子曰わく、過ちて改めず、是(これ)を過ちと謂う。(「衛霊公第十五」30)
(解説)
孔子の教え。「過ちを犯したのに改めない。これが真の過ちである」。(論語 加地伸行)
「人間は過ちを犯すことは避けられない。しかし多くの場合、人はあることが過ちであることに気がつかない、あるいは気がつこうとしない。気がついてもなんとか取り繕うとする」と桑原武夫はいう。
「公冶長第五」27 では、「已んぬるかな、吾未だ能(よ)く其の過ちを見て、内に自ら訟(せ)むる者を見ざるなり」と、孔子は嘆く。

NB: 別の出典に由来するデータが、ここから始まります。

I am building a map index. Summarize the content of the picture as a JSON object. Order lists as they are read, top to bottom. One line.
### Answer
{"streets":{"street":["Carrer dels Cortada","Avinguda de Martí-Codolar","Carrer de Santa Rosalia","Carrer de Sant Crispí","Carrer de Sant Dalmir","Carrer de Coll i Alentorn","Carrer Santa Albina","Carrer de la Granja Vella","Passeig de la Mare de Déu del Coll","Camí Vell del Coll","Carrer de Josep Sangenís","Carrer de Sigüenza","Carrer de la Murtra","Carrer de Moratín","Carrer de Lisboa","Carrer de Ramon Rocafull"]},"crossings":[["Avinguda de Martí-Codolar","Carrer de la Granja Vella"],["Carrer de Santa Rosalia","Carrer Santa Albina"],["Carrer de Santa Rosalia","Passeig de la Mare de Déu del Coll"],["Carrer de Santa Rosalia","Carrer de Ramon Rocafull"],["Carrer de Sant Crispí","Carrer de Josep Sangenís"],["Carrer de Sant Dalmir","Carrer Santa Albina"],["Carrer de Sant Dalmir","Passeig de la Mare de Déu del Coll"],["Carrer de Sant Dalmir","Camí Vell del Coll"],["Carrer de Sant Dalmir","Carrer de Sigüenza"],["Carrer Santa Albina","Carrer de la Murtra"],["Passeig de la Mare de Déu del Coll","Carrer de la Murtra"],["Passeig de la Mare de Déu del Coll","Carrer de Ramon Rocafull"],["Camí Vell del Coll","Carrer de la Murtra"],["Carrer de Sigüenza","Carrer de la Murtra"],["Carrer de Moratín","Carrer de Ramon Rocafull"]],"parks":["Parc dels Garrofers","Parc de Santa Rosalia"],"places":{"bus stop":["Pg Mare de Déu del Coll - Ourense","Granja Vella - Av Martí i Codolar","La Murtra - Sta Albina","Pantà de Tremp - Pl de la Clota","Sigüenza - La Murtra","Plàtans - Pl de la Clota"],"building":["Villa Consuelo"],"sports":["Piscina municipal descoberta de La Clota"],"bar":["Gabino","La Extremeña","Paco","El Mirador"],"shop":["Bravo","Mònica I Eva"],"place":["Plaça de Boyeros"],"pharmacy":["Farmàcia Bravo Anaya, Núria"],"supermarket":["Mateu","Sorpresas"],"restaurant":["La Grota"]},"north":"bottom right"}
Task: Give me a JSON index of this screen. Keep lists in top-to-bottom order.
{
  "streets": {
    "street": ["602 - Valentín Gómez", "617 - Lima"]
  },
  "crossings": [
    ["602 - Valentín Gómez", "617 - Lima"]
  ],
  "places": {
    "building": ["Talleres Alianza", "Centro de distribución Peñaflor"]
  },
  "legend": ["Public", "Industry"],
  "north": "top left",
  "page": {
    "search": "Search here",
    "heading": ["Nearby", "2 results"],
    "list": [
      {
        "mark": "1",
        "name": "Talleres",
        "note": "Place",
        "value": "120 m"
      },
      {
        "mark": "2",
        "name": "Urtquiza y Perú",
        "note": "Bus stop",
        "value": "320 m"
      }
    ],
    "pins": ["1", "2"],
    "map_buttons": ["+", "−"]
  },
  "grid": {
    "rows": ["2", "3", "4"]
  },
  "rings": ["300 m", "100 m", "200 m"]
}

孔子最愛の弟子「顔回」のことを「学を好めり。怒りを遷(うつ)さず、過ちを弐(ふたた)びせず」という。
逆説的にとらえれば、「怒り」、そうした感情が「過ち」の源泉になるのだろうか。
「過ちては則ち改むるに憚ること勿れ」
「学而第一」8で、孔子が言ったことである。
「過ち一般についての訓戒であって、孔子はいい損なった場合には「前言は之れに戯るる耳」「陽貨第十七」4 といいえた人である。陰湿なこだわりのまったく感じられないのが、孔子の立派さであって、ミスはミスとして素直に改めよという、これはきわめて有益な、効率の高い実践的教訓としている」と 、桑原は解説する。
「過ち」、「失敗」に対する古語や格言は多い。それだけ人が犯しやすいことなのだろう。
過ちて改めず、是を過ちと謂う
自分の威厳やプライドを守るために、人はおのれのミスを認めまた改めることを嫌う傾向が強い。こうした言葉が適切な訓戒になり、活かすことができれば、その後の人生は変わったものになっていくのだろう。